The effort was largely led by LGBT Liaison Deputy Commissioner Kevin Bethel, who worked with LGBT community leaders and police personnel to craft the nine-page directive.
The guidelines are comprehensive, and cover everything from interacting with trans victims, witnesses or suspects to communicating information about trans people to the media.
Foremost, the policy instructs officers to ask the individual his or her preferred name and pronoun usage.
“The overall aim is to make sure we establish a policy regarding interaction with transgender individuals where people are treated properly, with the courtesy and dignity they’re supposed to be treated with, as human beings,” Stanford said.

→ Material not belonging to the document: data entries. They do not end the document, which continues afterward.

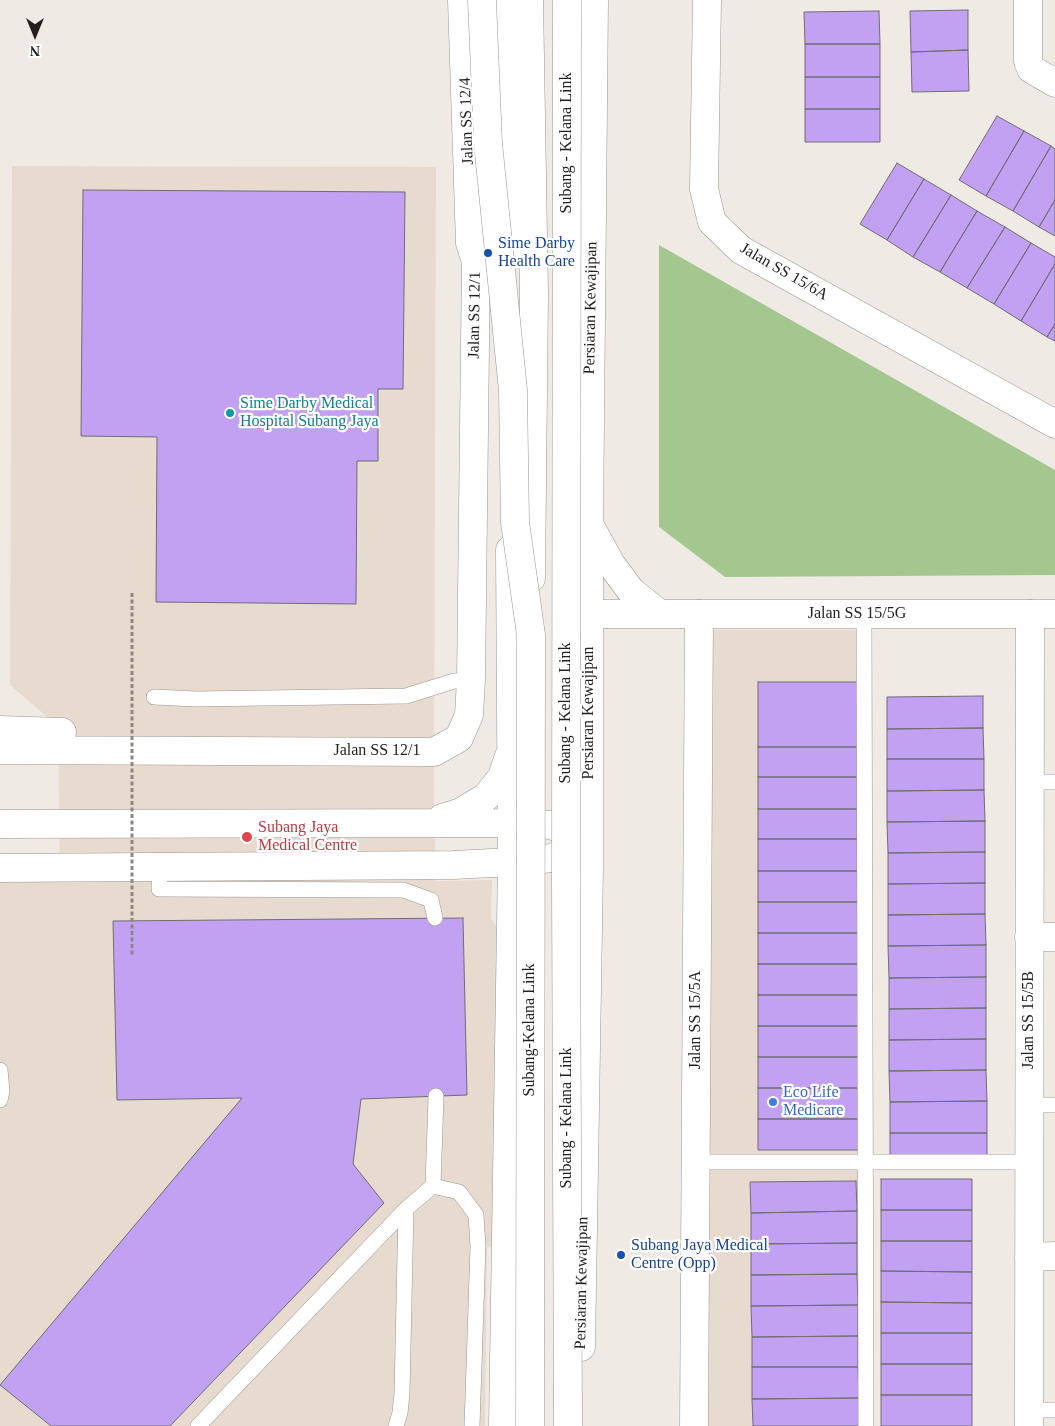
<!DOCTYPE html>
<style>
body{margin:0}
#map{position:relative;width:1055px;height:1426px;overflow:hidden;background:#f0eae4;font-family:"Times New Roman",serif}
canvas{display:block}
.north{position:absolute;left:10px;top:10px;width:50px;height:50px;-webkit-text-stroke:4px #fff;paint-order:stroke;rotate:180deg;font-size:14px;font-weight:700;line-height:20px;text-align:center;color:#221f1d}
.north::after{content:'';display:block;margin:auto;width:18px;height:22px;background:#221f1d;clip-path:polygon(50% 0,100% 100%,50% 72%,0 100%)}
</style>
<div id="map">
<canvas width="1055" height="1426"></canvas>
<div class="north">N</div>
</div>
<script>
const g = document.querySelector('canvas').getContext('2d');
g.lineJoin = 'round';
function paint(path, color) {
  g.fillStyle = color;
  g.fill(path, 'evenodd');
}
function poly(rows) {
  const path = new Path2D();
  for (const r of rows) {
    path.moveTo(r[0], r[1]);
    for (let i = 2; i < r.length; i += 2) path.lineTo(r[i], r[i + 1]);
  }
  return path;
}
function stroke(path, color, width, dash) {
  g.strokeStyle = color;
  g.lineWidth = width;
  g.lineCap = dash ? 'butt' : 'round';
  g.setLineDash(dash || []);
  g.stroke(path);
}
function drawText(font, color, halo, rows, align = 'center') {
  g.font = font + ' "Times New Roman",serif';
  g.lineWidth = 4.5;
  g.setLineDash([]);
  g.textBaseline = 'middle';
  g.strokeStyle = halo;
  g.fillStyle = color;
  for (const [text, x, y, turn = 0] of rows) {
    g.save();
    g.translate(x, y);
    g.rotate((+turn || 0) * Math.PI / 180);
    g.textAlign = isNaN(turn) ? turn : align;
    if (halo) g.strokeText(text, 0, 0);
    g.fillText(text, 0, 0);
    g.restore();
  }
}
const built = poly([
 [12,166,436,167,434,792,436,881,492,880,491,918,498,929,497,1246,487,1247,485,1426,0,1426,0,882,60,882,58,726,10,685],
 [711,630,861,630,858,1426,704,1426]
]);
const green = poly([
 [659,245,1055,470,1055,575,725,577,659,527]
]);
const building = poly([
 [968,10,968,50,911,52,910,11,968,10],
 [879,11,880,44,805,44,804,12,879,11],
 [805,44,880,44,880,77,805,77,805,44],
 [968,50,969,91,912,92,911,52,968,50],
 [805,77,880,77,880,109,805,109,805,77],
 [805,109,880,109,880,142,805,142,805,109],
 [997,116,1024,131,986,196,959,180,997,116],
 [1024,131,1051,146,1013,211,986,196,1024,131],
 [1051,146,1055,149,1055,200,1039,227,1013,211,1051,146],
 [897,163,924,179,887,240,860,224,897,163],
 [924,179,951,195,913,257,887,240,924,179],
 [83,190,405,192,403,389,378,389,378,461,357,461,356,604,156,602,157,437,81,436,83,190],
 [951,195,977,211,940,272,913,257,951,195],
 [1055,200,1055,236,1039,227,1055,200],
 [977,211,1005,227,967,288,940,272,977,211],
 [1005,227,1031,243,994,304,967,288,1005,227],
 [1031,243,1055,257,1055,264,1021,321,994,304,1031,243],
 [1055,264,1055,324,1047,337,1021,321,1055,264],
 [1055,324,1055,341,1047,337,1055,324],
 [758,682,861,682,861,747,758,747,758,682],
 [983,696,983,728,887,729,887,697,983,696],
 [983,728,984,759,887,759,887,729,983,728],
 [758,747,861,747,861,777,758,777,758,747],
 [887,759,984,759,984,790,887,791,887,759],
 [758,777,861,777,861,809,758,809,758,777],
 [984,790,985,821,887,822,887,791,984,790],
 [758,809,861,809,861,839,758,839,758,809],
 [985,821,985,852,888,853,887,822,985,821],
 [758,839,861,839,861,871,758,871,758,839],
 [985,852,985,883,888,884,888,853,985,852],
 [758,871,861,871,861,902,758,902,758,871],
 [985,883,985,914,888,915,888,884,985,883],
 [758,902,861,902,861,933,758,933,758,902],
 [985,914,986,945,888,946,888,915,985,914],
 [463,918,467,1095,361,1099,353,1164,384,1203,170,1426,51,1426,0,1385,242,1098,117,1100,113,921,463,918],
 [758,933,861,933,861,964,758,964,758,933],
 [986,945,986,977,889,978,888,946,986,945],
 [758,964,861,964,861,995,758,995,758,964],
 [986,977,986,1008,889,1009,889,978,986,977],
 [758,995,861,995,861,1026,758,1026,758,995],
 [986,1008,986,1039,889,1040,889,1009,986,1008],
 [758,1026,861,1026,861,1057,758,1057,758,1026],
 [986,1039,986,1070,889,1071,889,1040,986,1039],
 [758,1057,861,1057,861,1088,758,1088,758,1057],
 [986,1070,987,1101,890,1102,889,1071,986,1070],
 [758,1088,861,1088,861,1119,758,1119,758,1088],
 [987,1101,987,1133,890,1133,890,1102,987,1101],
 [758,1119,861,1119,861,1150,758,1150,758,1119],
 [890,1133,987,1133,987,1163,890,1164,890,1133],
 [881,1179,972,1179,972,1210,881,1210,881,1179],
 [856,1181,857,1211,751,1213,750,1182,856,1181],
 [881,1210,972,1210,972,1241,881,1241,881,1210],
 [857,1211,857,1243,751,1244,751,1213,857,1211],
 [881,1241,972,1241,972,1272,881,1271,881,1241],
 [857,1243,857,1274,751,1275,751,1244,857,1243],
 [881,1271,972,1272,972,1303,881,1302,881,1271],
 [857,1274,858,1305,751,1306,751,1275,857,1274],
 [881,1302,972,1303,972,1333,881,1333,881,1302],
 [858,1305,858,1336,752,1337,751,1306,858,1305],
 [881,1333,972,1333,972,1364,881,1364,881,1333],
 [858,1336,858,1367,752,1367,752,1337,858,1336],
 [881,1364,972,1364,972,1395,881,1395,881,1364],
 [752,1367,858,1367,859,1398,752,1399,752,1367],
 [881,1395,972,1395,972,1426,881,1426,881,1395],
 [859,1398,859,1426,753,1426,752,1399,859,1398]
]);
const lane = poly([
 [864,614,866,1426],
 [154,697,196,699,406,696,454,681,471,680],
 [1029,782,1055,782],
 [160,867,159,889,403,890,431,900,435,918],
 [0,1070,2,1091,0,1100],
 [1029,1105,1055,1105],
 [695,1162,1029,1162],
 [433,1186,459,1192,476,1215,478,1246,472,1426],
 [1029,1410,1055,1410],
 [198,1426,406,1209,433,1186,436,1096],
 [396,1426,400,1413,402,1393,406,1209]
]);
const street = poly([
 [707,0,704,189,712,222,741,250,1055,424],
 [1028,0,1028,61,1031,69,1055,83],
 [0,730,62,732],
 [0,750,434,752,459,738,469,715,471,680,476,262,470,243,462,0],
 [1029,937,1055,937],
 [1029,1257,1055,1256],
 [694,1426,699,614],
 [1029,1426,1030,614]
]);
const secondary = poly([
 [508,0,509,250],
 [590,526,611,564,631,591,660,614],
 [589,614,1055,614],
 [442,818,461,812,486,797,502,777,509,756],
 [0,824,512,823,551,825,569,832,581,848],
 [0,868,453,865,512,862,552,858,571,851,575,832],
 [581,1347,589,868,589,525,594,0],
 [503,1426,512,862,510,550]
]);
const primary = poly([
 [529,0,534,293,531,578]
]);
const pathBridge = poly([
 [132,593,132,956]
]);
const primaryBridge = poly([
 [482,0,488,143,513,390,515,522,531,635,530,1426],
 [567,0,566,879,568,1426]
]);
const markers = [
 [488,253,5,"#1a4fb4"],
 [230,413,5,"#0f9aa8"],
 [247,837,6,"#e0444e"],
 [773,1102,5,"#3f7fe0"],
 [621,1255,5,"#1a4fb4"]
];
const streetNames = [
 ["Jalan SS 12/4",467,121,-92],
 ["Subang - Kelana Link",567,143,-90],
 ["Jalan SS 15/6A",784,272,30],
 ["Persiaran Kewajipan",591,308,-89],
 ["Jalan SS 12/1",475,315,-89],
 ["Jalan SS 15/5G",857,614],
 ["Subang - Kelana Link",566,713,-90],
 ["Persiaran Kewajipan",589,713,-90],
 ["Jalan SS 12/1",377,751],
 ["Jalan SS 15/5A",696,1020,-90],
 ["Jalan SS 15/5B",1029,1020,-90],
 ["Subang-Kelana Link",530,1030,-90],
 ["Subang - Kelana Link",567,1118,-90],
 ["Persiaran Kewajipan",582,1283,-89]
];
const transitNames = [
 ["Sime Darby",498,244],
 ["Health Care",498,262],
 ["Subang Jaya Medical",631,1246],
 ["Centre (Opp)",631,1264]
];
const cultureNames = [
 ["Sime Darby Medical",240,404],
 ["Hospital Subang Jaya",240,422]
];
const healthNames = [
 ["Subang Jaya",258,828],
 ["Medical Centre",258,846]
];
const shopNames = [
 ["Eco Life",783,1093],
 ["Medicare",783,1111]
];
paint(built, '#e7dbd0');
paint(green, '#a4c790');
paint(building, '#c2a1f2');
stroke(building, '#706d74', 1);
stroke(lane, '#9b9590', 16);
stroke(street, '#9b9590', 29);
stroke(secondary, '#9b9590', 29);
stroke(primary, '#9b9590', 29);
stroke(lane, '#fff', 15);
stroke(street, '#fff', 28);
stroke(secondary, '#fff', 28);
stroke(primary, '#fff', 28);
stroke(primaryBridge, '#9b9590', 29, []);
stroke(pathBridge, '#8d8884', 3, [4, 2.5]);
stroke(primaryBridge, '#fff', 28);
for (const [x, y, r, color] of markers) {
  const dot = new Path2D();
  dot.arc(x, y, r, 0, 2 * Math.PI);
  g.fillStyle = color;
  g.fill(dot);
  stroke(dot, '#fff', 2);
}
drawText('16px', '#221f1d', '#fff', streetNames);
drawText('16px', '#164399', '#fff', transitNames, 'left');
drawText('16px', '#0d838f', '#fff', cultureNames, 'left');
drawText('16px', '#be3a42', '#fff', healthNames, 'left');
drawText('16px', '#366cbe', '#fff', shopNames, 'left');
</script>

Its media policy now requires law enforcement to refer to transgender individuals with their chosen name and gender identity, if such information is available from the individual or family and friends; previously, police would rely on an individual’s government-issued identification when releasing information to media.
Also among its stipulations, the directive includes definitions and terminology applicable to the transgender community, mandates officers cannot question an individual solely based on his or her gender presentation and cannot use derogatory language. It also instructs law enforcement to transport and house transgender suspects apart from general-population suspects when possible.
Stanford said there will be repercussions for officers who do not follow the policy.
“Just like with any other policy, if someone violates the policy, then there will be disciplinary action that they face internally,” he said. “This is going to be treated the same way. There is now a policy within the department and expectations for all of our officers to follow that policy just as they would with any other policy. And they will be held accountable.”